Data entries:
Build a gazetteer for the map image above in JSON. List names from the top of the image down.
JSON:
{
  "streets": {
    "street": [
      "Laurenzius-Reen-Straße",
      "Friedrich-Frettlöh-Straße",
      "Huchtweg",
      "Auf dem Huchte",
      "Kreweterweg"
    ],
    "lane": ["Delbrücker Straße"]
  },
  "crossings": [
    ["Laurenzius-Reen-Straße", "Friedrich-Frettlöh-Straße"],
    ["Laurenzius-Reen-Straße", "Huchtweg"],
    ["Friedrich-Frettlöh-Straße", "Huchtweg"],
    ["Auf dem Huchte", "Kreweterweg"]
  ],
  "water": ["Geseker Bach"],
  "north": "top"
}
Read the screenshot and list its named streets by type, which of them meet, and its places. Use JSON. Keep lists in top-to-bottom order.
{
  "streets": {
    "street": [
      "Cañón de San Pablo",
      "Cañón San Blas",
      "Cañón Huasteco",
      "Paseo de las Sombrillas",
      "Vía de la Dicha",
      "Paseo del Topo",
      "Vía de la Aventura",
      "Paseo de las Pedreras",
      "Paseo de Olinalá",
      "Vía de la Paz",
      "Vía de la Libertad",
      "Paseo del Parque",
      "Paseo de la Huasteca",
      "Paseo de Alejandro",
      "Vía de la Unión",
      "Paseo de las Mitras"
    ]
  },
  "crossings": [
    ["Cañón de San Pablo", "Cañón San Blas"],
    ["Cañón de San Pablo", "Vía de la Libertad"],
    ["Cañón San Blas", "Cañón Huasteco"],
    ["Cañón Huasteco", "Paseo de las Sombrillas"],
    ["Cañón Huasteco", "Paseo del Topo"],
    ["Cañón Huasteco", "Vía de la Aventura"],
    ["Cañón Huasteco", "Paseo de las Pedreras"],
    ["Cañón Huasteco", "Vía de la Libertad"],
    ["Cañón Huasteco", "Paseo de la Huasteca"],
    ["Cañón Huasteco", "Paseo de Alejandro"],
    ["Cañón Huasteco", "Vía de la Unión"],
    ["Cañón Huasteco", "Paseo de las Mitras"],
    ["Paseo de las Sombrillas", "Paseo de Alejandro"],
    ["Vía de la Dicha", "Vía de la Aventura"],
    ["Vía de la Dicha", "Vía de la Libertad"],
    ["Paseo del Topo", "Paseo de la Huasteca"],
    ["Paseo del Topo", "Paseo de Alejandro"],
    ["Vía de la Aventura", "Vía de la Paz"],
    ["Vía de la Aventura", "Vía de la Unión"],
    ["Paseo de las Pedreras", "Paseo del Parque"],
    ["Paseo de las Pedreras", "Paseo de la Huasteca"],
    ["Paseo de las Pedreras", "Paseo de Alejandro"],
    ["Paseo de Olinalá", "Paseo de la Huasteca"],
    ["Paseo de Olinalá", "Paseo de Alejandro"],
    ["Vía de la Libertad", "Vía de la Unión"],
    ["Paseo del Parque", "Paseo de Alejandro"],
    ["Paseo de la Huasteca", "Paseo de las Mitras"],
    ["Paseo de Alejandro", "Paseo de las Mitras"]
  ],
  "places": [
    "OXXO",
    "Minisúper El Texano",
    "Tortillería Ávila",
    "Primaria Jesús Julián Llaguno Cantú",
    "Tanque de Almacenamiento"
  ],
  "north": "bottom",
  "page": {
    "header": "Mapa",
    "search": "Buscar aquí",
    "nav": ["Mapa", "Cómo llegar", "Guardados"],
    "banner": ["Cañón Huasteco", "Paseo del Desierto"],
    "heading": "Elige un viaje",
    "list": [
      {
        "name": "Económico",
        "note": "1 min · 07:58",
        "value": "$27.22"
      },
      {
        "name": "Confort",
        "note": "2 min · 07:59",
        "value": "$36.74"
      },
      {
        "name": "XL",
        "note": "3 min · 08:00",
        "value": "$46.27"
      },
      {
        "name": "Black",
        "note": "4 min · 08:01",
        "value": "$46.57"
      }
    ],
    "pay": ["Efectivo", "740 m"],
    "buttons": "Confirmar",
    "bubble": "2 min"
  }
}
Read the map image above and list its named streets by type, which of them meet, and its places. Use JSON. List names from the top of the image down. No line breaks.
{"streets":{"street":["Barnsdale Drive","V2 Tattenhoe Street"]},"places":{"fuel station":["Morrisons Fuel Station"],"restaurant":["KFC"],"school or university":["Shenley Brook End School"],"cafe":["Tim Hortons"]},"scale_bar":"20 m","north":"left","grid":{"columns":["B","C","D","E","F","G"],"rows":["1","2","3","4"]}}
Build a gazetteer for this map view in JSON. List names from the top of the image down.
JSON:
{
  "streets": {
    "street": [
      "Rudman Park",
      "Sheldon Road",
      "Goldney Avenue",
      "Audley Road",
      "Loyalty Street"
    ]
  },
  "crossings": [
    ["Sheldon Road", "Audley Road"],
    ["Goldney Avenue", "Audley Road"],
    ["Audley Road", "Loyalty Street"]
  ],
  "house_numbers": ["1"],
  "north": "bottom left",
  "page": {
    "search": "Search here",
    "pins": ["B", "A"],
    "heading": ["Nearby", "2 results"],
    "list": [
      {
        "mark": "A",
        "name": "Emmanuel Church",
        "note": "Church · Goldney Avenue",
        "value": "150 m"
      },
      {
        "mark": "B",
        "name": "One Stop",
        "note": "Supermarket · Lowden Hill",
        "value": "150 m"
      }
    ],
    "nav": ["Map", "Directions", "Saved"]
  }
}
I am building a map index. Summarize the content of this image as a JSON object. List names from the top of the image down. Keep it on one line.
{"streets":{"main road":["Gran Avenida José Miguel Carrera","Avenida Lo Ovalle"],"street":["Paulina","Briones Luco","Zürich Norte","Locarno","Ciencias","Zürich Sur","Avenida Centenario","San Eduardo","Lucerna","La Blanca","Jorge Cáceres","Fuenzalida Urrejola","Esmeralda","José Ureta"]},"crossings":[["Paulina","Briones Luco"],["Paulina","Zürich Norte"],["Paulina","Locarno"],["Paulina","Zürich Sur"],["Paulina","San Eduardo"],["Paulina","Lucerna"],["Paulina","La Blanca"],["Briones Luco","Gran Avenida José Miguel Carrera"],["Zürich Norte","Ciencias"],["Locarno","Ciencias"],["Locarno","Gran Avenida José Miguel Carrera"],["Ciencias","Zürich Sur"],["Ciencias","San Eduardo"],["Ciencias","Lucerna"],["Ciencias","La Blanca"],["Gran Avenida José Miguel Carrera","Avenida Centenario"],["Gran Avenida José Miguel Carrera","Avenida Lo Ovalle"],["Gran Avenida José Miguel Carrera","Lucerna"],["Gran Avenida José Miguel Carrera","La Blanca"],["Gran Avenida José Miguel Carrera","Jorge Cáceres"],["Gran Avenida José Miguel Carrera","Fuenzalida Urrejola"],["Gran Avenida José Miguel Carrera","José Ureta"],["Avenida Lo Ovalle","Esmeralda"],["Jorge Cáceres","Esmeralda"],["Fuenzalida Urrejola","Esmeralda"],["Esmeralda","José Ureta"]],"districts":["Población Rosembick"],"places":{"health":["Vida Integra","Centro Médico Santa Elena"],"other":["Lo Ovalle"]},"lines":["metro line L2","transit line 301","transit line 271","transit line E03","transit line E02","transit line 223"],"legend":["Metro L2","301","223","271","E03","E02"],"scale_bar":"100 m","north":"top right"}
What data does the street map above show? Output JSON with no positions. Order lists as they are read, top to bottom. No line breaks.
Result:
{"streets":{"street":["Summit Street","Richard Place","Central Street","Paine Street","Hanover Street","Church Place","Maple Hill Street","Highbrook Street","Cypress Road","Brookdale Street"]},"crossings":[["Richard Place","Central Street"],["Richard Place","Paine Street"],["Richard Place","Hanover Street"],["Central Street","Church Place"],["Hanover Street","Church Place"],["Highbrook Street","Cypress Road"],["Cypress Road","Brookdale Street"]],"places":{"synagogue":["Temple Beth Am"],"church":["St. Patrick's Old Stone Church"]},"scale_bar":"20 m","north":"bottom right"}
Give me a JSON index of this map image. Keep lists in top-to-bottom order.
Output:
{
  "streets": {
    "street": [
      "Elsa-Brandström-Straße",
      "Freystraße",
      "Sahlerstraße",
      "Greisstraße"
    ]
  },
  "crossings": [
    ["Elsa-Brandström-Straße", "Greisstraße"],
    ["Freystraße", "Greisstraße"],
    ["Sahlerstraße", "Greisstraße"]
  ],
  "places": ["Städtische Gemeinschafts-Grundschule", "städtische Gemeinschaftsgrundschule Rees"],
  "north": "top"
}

Exercise directions
Whenever "note" occurs in a line above, copy that line.

Exercise response
        "note": "1 min · 07:58",
        "note": "2 min · 07:59",
        "note": "3 min · 08:00",
        "note": "4 min · 08:01",
        "note": "Church · Goldney Avenue",
        "note": "Supermarket · Lowden Hill",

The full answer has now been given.